**Data shown**
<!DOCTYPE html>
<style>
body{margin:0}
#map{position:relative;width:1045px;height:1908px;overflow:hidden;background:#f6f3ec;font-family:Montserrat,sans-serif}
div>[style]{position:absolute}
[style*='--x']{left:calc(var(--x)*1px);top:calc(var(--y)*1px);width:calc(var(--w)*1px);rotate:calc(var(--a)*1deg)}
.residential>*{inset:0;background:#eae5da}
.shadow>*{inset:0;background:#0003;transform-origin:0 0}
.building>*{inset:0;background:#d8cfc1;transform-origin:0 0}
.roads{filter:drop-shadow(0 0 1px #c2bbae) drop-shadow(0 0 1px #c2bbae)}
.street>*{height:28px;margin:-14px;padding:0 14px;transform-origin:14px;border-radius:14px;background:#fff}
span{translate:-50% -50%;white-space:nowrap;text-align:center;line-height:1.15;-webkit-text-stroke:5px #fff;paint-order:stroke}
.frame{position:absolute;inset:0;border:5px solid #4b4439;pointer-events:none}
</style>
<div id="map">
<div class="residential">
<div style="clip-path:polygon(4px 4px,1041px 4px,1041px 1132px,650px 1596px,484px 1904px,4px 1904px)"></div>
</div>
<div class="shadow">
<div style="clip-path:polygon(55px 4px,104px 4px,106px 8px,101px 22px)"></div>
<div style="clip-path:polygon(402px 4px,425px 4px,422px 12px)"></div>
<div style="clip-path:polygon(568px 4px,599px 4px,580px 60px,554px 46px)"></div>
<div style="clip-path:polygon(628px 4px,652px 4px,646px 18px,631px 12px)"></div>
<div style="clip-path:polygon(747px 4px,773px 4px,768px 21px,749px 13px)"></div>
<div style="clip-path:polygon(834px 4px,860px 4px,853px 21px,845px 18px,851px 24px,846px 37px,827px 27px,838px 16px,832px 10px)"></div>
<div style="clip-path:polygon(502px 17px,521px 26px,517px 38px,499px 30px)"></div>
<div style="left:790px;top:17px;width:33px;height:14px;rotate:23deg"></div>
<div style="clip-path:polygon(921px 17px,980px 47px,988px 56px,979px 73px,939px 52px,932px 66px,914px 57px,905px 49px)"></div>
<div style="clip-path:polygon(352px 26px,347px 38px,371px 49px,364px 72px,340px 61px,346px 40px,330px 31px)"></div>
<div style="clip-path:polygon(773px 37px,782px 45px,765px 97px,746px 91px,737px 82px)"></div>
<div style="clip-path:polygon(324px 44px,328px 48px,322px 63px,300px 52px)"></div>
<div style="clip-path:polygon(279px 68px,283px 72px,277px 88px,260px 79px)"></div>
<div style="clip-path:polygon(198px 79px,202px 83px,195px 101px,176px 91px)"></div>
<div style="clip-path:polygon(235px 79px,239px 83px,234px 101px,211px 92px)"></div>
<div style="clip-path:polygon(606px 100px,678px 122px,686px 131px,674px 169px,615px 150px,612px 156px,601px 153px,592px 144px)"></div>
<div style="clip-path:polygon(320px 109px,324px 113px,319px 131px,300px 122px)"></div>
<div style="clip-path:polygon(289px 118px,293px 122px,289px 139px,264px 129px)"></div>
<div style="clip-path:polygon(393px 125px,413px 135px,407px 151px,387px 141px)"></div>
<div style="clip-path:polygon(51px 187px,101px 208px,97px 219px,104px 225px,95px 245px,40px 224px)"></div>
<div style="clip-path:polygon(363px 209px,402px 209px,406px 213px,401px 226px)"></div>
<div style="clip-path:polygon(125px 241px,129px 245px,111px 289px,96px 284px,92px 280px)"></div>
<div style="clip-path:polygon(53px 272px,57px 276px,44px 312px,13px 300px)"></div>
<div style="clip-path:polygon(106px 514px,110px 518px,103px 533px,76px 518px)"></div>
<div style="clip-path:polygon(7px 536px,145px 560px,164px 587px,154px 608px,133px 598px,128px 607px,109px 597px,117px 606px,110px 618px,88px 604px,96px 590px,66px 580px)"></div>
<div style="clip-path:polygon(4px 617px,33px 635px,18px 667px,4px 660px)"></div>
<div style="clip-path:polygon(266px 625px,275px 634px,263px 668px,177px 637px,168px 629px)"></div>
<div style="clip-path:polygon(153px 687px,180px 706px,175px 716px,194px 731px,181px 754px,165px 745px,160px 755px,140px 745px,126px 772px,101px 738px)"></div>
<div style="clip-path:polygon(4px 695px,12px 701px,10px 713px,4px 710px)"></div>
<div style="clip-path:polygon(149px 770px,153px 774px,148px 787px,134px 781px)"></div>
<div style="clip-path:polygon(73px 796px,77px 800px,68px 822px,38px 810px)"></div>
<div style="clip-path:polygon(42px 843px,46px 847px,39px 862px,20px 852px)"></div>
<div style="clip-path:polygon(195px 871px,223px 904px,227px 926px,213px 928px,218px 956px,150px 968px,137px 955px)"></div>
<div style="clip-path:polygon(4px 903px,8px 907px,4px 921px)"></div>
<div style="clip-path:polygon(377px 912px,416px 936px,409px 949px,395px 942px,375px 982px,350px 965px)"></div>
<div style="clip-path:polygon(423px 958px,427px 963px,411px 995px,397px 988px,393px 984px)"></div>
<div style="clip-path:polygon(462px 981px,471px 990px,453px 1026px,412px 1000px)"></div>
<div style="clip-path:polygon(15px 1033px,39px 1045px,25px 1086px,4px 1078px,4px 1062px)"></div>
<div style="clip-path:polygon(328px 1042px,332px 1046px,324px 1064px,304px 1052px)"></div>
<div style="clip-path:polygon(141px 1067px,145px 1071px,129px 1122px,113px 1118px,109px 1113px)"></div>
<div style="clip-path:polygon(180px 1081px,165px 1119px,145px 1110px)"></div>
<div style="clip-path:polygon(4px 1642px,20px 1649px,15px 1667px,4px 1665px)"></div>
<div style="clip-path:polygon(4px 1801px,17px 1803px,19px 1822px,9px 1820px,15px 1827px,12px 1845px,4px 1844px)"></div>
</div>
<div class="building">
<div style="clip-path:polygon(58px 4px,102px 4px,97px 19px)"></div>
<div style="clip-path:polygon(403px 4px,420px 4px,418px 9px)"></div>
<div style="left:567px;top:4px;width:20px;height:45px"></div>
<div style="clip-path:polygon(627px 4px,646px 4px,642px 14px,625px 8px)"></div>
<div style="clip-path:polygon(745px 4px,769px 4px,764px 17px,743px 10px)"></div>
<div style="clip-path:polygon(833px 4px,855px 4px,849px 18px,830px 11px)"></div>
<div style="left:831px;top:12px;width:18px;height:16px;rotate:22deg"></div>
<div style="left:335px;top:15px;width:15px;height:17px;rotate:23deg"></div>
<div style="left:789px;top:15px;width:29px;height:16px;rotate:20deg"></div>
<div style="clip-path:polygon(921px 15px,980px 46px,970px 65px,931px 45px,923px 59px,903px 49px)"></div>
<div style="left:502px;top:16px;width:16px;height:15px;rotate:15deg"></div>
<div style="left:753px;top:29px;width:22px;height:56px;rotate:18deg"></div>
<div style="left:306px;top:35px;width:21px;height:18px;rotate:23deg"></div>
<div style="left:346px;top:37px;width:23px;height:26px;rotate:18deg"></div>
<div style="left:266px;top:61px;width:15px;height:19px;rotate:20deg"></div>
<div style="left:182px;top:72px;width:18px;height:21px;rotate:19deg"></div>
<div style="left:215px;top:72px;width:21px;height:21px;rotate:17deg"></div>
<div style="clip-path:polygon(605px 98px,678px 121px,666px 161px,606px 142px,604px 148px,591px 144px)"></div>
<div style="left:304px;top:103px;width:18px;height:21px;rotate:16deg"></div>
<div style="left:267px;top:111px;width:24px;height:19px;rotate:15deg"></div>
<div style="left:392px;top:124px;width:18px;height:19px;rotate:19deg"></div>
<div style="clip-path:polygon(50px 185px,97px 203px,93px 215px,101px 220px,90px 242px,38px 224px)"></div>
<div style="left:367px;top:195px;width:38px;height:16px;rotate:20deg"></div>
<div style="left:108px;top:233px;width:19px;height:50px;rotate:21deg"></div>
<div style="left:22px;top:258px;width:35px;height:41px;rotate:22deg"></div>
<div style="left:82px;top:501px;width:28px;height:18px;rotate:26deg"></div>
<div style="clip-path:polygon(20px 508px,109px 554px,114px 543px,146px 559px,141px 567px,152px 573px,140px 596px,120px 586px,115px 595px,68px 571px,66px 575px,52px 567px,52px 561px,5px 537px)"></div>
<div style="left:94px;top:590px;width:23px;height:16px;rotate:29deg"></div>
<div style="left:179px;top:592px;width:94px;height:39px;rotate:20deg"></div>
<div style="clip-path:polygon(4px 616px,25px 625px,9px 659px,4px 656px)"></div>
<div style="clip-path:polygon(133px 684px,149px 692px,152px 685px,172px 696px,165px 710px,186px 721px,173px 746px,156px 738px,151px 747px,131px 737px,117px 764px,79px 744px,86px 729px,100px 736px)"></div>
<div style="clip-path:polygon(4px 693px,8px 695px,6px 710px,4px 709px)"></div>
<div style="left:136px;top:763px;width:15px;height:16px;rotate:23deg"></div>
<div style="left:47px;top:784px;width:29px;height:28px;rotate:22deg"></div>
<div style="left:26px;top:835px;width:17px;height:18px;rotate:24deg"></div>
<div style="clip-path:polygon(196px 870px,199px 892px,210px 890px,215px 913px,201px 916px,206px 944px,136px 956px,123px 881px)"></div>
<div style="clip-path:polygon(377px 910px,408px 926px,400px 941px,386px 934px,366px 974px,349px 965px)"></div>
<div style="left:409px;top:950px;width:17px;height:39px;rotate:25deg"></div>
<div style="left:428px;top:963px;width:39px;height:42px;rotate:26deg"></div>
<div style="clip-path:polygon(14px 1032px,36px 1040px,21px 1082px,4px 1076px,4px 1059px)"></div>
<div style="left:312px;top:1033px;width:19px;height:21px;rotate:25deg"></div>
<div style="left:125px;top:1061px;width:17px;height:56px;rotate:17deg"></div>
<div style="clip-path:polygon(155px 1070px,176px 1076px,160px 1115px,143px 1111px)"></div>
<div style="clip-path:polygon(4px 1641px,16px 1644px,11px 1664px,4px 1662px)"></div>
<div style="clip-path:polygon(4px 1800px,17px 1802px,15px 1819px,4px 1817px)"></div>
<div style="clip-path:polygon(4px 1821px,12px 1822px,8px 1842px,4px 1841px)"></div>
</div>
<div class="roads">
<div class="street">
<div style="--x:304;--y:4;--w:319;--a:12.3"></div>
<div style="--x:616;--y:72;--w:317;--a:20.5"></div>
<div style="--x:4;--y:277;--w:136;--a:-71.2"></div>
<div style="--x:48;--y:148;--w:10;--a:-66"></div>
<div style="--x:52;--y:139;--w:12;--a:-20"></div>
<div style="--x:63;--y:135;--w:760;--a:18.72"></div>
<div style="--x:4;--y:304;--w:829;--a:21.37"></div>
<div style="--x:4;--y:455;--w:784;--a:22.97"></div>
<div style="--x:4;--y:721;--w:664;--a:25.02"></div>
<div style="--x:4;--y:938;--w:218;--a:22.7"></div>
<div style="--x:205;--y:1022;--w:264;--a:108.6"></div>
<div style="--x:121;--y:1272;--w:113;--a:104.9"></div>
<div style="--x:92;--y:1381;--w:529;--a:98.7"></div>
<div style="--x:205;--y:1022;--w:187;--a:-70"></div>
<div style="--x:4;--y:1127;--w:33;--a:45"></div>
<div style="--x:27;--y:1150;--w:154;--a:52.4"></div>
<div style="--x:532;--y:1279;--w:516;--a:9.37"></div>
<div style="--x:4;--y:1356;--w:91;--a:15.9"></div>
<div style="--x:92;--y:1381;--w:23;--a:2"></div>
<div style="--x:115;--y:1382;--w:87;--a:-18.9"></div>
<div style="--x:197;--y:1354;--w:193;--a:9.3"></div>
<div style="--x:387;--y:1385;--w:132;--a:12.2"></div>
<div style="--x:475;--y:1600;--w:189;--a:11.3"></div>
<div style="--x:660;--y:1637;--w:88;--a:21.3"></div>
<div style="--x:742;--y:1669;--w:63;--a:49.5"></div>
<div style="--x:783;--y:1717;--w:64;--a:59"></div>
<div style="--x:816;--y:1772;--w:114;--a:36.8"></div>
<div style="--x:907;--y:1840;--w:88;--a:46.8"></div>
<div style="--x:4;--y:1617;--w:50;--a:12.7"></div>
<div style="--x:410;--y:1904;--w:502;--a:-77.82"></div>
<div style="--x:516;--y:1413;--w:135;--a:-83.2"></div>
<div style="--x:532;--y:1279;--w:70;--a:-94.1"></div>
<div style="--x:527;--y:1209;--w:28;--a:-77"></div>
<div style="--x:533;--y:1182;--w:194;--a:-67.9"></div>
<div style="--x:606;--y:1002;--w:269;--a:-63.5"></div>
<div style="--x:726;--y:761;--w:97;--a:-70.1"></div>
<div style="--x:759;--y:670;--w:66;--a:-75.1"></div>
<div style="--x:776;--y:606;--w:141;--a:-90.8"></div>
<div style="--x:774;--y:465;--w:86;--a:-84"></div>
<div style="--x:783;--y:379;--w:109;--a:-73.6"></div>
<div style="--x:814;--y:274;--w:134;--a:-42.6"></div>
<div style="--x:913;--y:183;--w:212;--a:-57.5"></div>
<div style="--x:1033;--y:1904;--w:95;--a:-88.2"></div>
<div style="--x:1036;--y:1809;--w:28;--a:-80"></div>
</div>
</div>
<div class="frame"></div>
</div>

**Activity**
Everything from the first line of the records above to the line containing "1px #c2bbae) drop-shadow(0", inclusive, should be repeated exactly; leave out the rest.

**Solution**
<!DOCTYPE html>
<style>
body{margin:0}
#map{position:relative;width:1045px;height:1908px;overflow:hidden;background:#f6f3ec;font-family:Montserrat,sans-serif}
div>[style]{position:absolute}
[style*='--x']{left:calc(var(--x)*1px);top:calc(var(--y)*1px);width:calc(var(--w)*1px);rotate:calc(var(--a)*1deg)}
.residential>*{inset:0;background:#eae5da}
.shadow>*{inset:0;background:#0003;transform-origin:0 0}
.building>*{inset:0;background:#d8cfc1;transform-origin:0 0}
.roads{filter:drop-shadow(0 0 1px #c2bbae) drop-shadow(0 0 1px #c2bbae)}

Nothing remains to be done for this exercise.